Liu Qian, Hua Lijuan, Bao Chen, Kong Luxia, Hu Jiannan, Liu Chao, Li Ziling, Xu Shuyun, Liu Xiansheng
Department of Respiratory and Critical Care Medicine, NHC Key Laboratory of Respiratory Diseases, Key Site of National Clinical Research Center for Respiratory Disease, Wuhan Clinical Medical Research Center for Chronic Airway Diseases, Tongji Hospital, Tongji Medical College, Huazhong University of Science and Technology, Wuhan, China.
Department of Respiratory and Critical Care Medicine, Taikang Tongji (Wuhan) Hospital, Wuhan, China.
Front Pharmacol. 2022 May 5;13:885053. doi: 10.3389/fphar.2022.885053. eCollection 2022.

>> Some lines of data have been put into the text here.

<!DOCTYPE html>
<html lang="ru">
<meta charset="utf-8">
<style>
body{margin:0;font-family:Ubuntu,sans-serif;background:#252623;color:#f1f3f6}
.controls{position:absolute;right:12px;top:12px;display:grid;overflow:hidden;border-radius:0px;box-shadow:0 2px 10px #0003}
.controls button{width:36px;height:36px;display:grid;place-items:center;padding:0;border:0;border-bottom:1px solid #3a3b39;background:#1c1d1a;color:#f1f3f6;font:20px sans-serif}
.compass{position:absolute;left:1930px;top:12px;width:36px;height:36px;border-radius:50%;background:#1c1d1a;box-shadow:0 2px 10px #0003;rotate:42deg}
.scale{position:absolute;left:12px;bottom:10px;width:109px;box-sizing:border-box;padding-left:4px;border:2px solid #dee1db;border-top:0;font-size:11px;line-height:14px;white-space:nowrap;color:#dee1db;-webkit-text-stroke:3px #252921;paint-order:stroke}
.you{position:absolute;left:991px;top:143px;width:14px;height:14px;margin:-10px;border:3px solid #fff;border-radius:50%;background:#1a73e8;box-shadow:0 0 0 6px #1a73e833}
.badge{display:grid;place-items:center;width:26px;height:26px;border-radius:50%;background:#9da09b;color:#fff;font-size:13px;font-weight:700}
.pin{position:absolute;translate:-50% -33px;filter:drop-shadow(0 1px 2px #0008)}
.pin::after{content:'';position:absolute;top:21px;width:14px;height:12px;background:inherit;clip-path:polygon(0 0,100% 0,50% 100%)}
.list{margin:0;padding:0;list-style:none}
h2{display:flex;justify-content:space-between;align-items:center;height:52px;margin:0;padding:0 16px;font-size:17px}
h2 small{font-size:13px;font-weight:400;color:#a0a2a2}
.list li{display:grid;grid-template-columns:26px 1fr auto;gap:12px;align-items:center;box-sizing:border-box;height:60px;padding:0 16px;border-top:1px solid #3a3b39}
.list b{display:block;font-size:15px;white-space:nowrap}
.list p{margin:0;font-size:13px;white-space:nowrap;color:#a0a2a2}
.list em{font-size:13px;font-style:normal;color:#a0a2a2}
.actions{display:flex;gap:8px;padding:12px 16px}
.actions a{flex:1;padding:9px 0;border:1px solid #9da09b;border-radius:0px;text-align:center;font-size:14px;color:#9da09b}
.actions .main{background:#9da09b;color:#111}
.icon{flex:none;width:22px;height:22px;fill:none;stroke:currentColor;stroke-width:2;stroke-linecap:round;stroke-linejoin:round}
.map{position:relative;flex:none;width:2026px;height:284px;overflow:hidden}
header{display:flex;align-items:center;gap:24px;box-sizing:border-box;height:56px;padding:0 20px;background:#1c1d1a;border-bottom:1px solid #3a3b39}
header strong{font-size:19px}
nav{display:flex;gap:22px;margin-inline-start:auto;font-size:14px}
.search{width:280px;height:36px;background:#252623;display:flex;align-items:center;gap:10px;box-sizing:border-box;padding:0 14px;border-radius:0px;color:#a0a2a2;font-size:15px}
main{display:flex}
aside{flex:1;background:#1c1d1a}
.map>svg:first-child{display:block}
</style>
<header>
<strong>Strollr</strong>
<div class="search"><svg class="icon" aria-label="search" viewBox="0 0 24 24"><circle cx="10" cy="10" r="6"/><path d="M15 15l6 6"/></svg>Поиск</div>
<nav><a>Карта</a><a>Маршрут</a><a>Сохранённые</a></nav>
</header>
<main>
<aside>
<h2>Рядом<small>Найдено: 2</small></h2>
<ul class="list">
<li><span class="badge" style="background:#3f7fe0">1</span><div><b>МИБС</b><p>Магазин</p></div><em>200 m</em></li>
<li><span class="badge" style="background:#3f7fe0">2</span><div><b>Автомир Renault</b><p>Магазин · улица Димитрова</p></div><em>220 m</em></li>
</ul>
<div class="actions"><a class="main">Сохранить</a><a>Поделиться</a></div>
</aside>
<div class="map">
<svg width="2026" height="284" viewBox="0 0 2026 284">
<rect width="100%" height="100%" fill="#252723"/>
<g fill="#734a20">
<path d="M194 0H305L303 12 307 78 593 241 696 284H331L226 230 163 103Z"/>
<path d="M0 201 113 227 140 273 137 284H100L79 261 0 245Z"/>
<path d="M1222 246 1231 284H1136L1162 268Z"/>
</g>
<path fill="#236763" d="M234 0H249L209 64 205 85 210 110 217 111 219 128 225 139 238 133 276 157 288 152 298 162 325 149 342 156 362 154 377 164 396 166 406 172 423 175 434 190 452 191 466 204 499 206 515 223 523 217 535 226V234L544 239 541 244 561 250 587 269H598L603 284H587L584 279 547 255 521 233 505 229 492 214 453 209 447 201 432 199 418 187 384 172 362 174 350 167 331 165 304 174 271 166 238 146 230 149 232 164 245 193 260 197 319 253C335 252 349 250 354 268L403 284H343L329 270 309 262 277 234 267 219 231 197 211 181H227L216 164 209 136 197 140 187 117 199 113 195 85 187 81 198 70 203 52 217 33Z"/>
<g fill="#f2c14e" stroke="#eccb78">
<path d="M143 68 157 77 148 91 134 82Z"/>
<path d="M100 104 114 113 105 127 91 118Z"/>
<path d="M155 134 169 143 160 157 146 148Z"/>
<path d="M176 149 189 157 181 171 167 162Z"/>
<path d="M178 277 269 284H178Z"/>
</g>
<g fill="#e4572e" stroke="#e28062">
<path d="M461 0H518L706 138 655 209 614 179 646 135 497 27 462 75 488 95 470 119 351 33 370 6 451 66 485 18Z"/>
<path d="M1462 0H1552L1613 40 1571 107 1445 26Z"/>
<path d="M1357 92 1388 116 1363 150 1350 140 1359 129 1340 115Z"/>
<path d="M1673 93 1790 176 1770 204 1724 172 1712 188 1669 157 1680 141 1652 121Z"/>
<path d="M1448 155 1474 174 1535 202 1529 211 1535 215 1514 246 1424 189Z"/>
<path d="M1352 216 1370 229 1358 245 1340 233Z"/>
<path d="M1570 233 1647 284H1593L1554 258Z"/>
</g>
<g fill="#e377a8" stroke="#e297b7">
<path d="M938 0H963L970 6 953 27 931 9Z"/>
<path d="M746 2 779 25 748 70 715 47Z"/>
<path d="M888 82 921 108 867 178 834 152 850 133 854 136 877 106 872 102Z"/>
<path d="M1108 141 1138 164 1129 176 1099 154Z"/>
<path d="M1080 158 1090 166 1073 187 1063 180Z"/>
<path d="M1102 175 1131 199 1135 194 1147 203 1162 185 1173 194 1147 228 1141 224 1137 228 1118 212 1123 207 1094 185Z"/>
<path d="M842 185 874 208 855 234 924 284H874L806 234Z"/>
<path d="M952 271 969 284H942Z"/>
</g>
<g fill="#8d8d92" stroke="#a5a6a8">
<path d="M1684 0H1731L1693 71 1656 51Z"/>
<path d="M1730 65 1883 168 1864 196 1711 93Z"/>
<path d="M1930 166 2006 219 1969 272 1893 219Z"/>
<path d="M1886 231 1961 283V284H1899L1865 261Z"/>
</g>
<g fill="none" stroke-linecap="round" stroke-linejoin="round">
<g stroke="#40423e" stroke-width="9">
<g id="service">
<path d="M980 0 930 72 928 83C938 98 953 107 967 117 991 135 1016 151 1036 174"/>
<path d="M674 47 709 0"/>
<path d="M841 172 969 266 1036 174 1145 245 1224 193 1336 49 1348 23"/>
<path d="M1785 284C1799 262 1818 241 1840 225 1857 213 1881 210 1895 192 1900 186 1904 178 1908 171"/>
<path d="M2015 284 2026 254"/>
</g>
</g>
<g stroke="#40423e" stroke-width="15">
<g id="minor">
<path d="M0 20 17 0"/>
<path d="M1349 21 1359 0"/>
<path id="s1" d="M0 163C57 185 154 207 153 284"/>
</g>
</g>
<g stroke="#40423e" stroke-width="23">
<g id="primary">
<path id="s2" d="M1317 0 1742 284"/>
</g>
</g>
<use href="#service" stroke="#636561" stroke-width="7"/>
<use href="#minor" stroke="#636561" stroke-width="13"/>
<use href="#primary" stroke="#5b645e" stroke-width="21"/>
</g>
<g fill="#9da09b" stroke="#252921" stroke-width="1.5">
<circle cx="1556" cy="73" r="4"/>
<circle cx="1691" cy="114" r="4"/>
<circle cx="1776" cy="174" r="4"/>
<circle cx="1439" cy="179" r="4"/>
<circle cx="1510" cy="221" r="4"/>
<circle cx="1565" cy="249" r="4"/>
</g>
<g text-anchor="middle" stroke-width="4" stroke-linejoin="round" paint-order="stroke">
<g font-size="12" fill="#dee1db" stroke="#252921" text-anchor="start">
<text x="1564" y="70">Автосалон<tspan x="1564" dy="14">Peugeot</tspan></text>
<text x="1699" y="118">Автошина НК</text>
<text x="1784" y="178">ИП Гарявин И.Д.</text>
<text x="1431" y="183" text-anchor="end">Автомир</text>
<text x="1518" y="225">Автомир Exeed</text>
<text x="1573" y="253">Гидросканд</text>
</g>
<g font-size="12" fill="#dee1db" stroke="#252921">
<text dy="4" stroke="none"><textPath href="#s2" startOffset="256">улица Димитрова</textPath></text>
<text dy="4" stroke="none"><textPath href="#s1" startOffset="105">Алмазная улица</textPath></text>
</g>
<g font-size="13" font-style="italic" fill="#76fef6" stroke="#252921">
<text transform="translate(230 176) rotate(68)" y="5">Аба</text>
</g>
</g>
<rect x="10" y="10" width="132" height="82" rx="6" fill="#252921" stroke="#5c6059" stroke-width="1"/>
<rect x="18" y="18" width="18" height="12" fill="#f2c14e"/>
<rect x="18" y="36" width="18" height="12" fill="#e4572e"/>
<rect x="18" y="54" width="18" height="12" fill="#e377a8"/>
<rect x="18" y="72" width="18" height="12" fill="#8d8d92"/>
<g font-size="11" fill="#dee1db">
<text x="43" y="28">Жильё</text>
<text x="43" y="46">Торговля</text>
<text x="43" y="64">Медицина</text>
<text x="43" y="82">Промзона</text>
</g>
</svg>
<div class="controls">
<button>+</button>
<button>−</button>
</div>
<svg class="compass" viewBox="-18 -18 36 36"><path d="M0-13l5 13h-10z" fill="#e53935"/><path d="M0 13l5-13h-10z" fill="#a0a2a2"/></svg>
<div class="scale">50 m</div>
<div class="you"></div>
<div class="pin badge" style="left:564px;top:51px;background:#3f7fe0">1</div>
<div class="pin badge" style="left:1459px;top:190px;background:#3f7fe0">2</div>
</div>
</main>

Regulation or restoration of therapeutic sensitivity to glucocorticoids is important in patients with steroid-resistant asthma. Spleen tyrosine kinase (Syk) is activated at high levels in asthma patients and mouse models, and small-molecule Syk inhibitors such as R406 show potent anti-inflammatory effects in the treatment of immune inflammatory diseases. Several downstream signaling molecules of Syk are involved in the glucocorticoid response, so we hypothesized that R406 could restore sensitivity to dexamethasone in severe steroid-resistant asthma. To discover the role of the Syk inhibitor R406 in glucocorticoid resistance in severe asthma. Steroid-resistant asthma models were induced by exposure of C57BL/6 mice to house dust mite (HDM) and β-glucan and by TNF-α administration to the bronchial epithelial cell line BEAS-2B. We evaluated the role of the Syk inhibitor R406 in dexamethasone (Dex)-insensitive airway inflammation. Pathological alterations and cytokines in the lung tissues and inflammatory cells in BALF were assessed. We examined the effects of Dex or R406 alone and in combination on the phosphorylation of MAPKs, glucocorticoid receptor (GR) and Syk, as well as the transactivation and transrepression induced by Dex in mouse lung tissues and BEAS-2B cells. Exposure to HDM and β-glucan induced steroid-resistant airway inflammation. The Syk inhibitor R406 plus Dex significantly reduced airway inflammation compared with Dex alone. Additionally, TNF-α-induced IL-8 production in BEAS-2B cells was not completely inhibited by Dex, while R406 markedly promoted the anti-inflammatory effect of Dex. Compared with Dex alone, R406 enhanced Dex-mediated inhibition of the phosphorylation of MAPKs and GR-Ser226 induced by allergens or TNF-α and . Moreover, R406 also restored the impaired expression and nuclear translocation of GRα induced by TNF-α. Then, the activation of NF-κB and decreased HDAC2 activity in the asthmatic model were further regulated by R406, as well as the expression of GILZ. The Syk inhibitor R406 improves sensitivity to dexamethasone by modulating GR. This study provides a reference for the development of drugs to treat severe steroid-resistant asthma.
调节或恢复对糖皮质激素的治疗敏感性在激素抵抗性哮喘患者中很重要。脾酪氨酸激酶(Syk)在哮喘患者和小鼠模型中高水平激活,小分子Syk抑制剂如R406在免疫炎症性疾病治疗中显示出强大的抗炎作用。Syk的几个下游信号分子参与糖皮质激素反应,因此我们假设R406可以恢复重度激素抵抗性哮喘对地塞米松的敏感性。为了发现Syk抑制剂R406在重度哮喘糖皮质激素抵抗中的作用。通过将C57BL/6小鼠暴露于屋尘螨(HDM)和β-葡聚糖以及向支气管上皮细胞系BEAS-2B给予TNF-α诱导激素抵抗性哮喘模型。我们评估了Syk抑制剂R406在对地塞米松(Dex)不敏感的气道炎症中的作用。评估了肺组织中的病理改变和细胞因子以及BALF中的炎症细胞。我们研究了单独或联合使用Dex或R406对MAPKs、糖皮质激素受体(GR)和Syk磷酸化的影响,以及Dex在小鼠肺组织和BEAS-2B细胞中诱导的反式激活和反式抑制。暴露于HDM和β-葡聚糖诱导了激素抵抗性气道炎症。与单独使用Dex相比,Syk抑制剂R406加Dex显著减轻了气道炎症。此外,TNF-α诱导的BEAS-2B细胞中IL-8的产生未被Dex完全抑制,而R406显著增强了Dex的抗炎作用。与单独使用Dex相比,R406增强了Dex介导的对由过敏原或TNF-α诱导的MAPKs磷酸化和GR-Ser226的抑制作用。此外,R406还恢复了由TNF-α诱导的GRα表达受损和核转位。然后,R406进一步调节了哮喘模型中NF-κB的激活和HDAC2活性的降低,以及GILZ的表达。Syk抑制剂R406通过调节GR提高对地塞米松的敏感性。本研究为治疗重度激素抵抗性哮喘的药物开发提供了参考。